S. #în¹ n. “year”
Conceptual Development: The word în first appeared in The Etymologies from the 1930s with the gloss and derivation given above. It did not directly appear in Tolkien’s later writings, but was an element in several later words such as S. ínias “annals” and S. iphant “aged” (lit. “year full”). Furthermore, its Quenya cognate yén did reappear in the Lord of the Rings appendices.
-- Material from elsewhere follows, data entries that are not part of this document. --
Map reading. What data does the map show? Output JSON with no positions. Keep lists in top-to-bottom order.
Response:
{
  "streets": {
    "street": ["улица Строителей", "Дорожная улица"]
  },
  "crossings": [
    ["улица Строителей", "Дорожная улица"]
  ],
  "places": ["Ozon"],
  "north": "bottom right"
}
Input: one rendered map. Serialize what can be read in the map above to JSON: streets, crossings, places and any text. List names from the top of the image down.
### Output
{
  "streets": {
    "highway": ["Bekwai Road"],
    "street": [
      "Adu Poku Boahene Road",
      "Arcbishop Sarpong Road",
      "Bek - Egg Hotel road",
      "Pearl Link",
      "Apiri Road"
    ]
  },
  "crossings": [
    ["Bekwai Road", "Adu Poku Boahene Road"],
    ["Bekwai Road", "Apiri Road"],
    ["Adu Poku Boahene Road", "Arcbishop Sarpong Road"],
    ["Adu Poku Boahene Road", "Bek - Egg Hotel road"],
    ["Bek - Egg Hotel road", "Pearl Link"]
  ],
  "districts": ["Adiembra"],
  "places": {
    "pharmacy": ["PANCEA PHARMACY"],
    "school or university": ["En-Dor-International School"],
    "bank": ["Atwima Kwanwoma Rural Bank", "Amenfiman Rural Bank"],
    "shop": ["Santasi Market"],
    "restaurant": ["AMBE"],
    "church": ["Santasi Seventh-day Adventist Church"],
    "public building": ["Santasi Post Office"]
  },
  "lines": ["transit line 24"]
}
In The Etymologies, both N. în and ᴹQ. yén were glossed “year”, and there were other words for longer periods of time, such as ᴹQ. qantien “century, (lit.) full year” and N. anrand “cycle, age”. In the Lord of the Rings and other later writings, Tolkien changed the meaning Q. yén to an “Elvish century” of 144 years. It is quite likely that S. în also changed to this meaning, but since it did not appear as an independent word in later writing, we have no direct confirmation of this.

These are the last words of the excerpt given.